Link: FreePBX security advisory – SIP extension types

 

Important
This is an edited version of a post that originally appeared on a blog called The Michigan Telephone Blog, which was written by a friend before he decided to stop blogging. It is reposted with his permission. Comments dated before the year 2013 were originally posted to his blog.
We can set defaults for all these, so why not extension type?
We can set defaults for all these, so why not extension type?

The SysAdminMan blog has posted a new article related to FreePBX security, that I strongly urge you to read if you are running FreePBX or any FreePBX-based distribution:

FreePBX security advisory – SIP extension types

The basic issue is that by default, FreePBX sets extensions to type=friend rather than the more secure type=peer.  The article says it’s for historical reasons but I suspect there have been other reasons at play here (pure stubbornness, perhaps?).  But with the growing body of evidence that type=friend is bad, and because FreePBX now has an Advanced Settings module that allows you to to change certain defaults (though not yet this one), I have put in a Feature Request asking that system administrators be allowed to select a default type for extensions.  We’ll see if it goes anywhere (and it might help if anyone who supports this idea would add a comment to that ticket), but given that in the past they’ve been reluctant to even entertain the idea of changing the default, I fear that they may once again refuse to even consider it.  And for those of us who want to keep our systems as secure as reasonably possible, that would be a real shame.

3 thoughts on “Link: FreePBX security advisory – SIP extension types

  1. My read of this is that it only applies to systems with SIP ports open to the internet. Can you confirm?
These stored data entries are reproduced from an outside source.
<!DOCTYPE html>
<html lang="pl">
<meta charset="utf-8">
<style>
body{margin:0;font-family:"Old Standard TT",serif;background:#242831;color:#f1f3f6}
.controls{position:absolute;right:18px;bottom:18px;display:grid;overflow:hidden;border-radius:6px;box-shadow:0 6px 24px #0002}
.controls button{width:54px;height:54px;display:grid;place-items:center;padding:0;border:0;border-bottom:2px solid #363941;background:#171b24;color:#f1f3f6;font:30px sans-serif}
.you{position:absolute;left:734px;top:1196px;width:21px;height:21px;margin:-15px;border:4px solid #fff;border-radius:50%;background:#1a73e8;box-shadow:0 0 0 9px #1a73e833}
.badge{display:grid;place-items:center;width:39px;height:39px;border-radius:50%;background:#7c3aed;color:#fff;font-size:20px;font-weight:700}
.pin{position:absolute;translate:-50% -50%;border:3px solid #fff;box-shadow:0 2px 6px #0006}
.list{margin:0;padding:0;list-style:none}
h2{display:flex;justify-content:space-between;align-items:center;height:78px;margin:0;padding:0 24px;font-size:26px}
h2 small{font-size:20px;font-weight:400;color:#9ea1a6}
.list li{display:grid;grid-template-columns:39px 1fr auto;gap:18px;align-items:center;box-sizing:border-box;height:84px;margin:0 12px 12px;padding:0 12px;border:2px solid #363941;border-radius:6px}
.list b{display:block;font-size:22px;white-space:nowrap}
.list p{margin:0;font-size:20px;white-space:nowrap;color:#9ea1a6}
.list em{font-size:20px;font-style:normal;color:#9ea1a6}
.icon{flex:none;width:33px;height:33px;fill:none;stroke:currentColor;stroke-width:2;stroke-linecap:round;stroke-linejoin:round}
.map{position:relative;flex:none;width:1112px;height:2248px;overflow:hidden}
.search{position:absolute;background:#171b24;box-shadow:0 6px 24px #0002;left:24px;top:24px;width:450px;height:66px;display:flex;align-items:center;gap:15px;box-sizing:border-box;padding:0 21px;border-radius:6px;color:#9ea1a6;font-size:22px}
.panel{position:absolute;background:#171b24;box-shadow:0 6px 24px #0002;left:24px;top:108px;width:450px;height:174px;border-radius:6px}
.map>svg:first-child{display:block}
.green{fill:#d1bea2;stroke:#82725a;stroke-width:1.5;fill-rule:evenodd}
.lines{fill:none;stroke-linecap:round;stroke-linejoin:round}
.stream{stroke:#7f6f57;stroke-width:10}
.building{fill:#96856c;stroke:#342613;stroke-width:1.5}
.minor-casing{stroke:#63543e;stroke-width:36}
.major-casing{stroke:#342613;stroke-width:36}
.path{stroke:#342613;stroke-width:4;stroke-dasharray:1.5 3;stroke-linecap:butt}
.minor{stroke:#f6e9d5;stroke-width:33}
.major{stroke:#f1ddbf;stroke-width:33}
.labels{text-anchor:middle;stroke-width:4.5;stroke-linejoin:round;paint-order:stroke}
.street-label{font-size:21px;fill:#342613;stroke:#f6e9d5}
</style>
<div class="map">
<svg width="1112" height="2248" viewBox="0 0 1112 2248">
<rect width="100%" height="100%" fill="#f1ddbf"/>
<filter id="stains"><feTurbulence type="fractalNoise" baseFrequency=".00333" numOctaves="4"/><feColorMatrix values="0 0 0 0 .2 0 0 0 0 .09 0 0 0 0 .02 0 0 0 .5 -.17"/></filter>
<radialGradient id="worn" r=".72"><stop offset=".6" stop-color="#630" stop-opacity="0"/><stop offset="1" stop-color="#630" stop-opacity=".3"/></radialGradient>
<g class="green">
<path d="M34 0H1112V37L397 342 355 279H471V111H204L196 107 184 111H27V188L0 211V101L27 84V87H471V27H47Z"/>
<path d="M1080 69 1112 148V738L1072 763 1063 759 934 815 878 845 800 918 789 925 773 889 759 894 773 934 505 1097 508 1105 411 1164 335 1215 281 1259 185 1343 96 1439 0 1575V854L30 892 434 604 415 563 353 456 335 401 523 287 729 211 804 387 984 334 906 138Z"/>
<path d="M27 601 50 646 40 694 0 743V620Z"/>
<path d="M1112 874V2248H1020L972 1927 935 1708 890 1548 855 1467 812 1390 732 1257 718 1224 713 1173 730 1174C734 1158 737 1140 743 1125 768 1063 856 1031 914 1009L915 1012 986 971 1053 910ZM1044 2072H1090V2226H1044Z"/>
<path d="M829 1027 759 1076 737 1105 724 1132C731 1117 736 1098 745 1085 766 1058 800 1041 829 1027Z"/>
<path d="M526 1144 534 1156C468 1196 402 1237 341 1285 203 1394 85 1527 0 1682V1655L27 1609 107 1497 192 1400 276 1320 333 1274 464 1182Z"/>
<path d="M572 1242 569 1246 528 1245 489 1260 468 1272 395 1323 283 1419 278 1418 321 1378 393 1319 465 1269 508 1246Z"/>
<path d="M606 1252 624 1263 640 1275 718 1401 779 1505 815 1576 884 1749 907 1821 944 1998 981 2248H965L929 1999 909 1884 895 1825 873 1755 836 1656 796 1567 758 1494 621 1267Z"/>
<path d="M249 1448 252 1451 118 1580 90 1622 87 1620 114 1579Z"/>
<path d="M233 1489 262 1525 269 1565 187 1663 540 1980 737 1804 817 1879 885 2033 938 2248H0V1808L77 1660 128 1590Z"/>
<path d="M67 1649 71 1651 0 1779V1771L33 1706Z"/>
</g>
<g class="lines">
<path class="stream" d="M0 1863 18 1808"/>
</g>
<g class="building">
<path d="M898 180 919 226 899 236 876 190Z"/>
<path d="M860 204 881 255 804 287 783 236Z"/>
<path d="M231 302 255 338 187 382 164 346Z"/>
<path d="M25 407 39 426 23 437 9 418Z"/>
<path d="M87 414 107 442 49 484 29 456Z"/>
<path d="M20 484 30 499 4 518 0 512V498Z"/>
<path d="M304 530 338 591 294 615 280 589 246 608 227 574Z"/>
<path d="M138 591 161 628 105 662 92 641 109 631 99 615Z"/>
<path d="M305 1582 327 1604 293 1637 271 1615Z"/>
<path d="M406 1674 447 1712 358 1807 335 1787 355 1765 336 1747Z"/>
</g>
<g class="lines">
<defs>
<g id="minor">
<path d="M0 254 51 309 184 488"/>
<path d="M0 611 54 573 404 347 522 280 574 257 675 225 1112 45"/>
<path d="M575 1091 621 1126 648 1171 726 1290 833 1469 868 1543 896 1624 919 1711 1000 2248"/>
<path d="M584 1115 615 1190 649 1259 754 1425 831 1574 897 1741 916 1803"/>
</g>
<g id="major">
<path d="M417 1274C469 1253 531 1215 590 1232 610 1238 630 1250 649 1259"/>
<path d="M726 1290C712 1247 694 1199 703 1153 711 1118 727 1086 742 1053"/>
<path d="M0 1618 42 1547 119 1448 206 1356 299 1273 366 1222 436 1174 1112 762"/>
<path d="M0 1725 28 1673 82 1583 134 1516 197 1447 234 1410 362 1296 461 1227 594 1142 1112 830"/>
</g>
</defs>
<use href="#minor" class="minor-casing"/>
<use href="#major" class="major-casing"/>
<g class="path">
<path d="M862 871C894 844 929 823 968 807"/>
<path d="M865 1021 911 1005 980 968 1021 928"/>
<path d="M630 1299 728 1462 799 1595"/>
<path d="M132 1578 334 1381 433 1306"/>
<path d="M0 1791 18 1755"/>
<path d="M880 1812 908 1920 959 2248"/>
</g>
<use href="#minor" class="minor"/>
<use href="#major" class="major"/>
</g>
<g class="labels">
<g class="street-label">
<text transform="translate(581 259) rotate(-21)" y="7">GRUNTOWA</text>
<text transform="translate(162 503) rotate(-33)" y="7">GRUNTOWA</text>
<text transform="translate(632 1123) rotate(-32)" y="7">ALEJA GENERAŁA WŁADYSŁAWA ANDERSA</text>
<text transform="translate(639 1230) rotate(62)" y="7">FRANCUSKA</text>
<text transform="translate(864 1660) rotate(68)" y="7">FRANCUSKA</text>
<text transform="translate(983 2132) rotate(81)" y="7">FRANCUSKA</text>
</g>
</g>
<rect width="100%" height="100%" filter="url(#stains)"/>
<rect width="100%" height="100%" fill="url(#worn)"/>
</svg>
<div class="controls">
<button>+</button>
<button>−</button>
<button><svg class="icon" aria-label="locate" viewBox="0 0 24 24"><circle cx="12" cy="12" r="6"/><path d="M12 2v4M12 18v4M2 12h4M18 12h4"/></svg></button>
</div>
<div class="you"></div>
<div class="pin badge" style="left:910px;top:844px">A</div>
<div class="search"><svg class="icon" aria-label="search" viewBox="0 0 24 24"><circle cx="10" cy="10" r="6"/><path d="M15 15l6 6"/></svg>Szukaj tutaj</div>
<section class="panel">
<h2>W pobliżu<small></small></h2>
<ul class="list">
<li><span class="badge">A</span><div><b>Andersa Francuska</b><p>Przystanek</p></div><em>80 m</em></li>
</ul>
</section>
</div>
  2. No, because I’m not a security expert. But as an educated guess, I’d think that if you don’t have and SIP or IAX2 ports open to the Internet, an attacker would have to find some kind of back door into your system before they could make use of this vulnerability.

    If anyone else cares to comment on this, please feel free, especially if you have more knowledge of this than I.

  3. NOTICE: All comments above this one were imported from the original Michigan Telephone Blog and may or may not be relevant to the edited article above.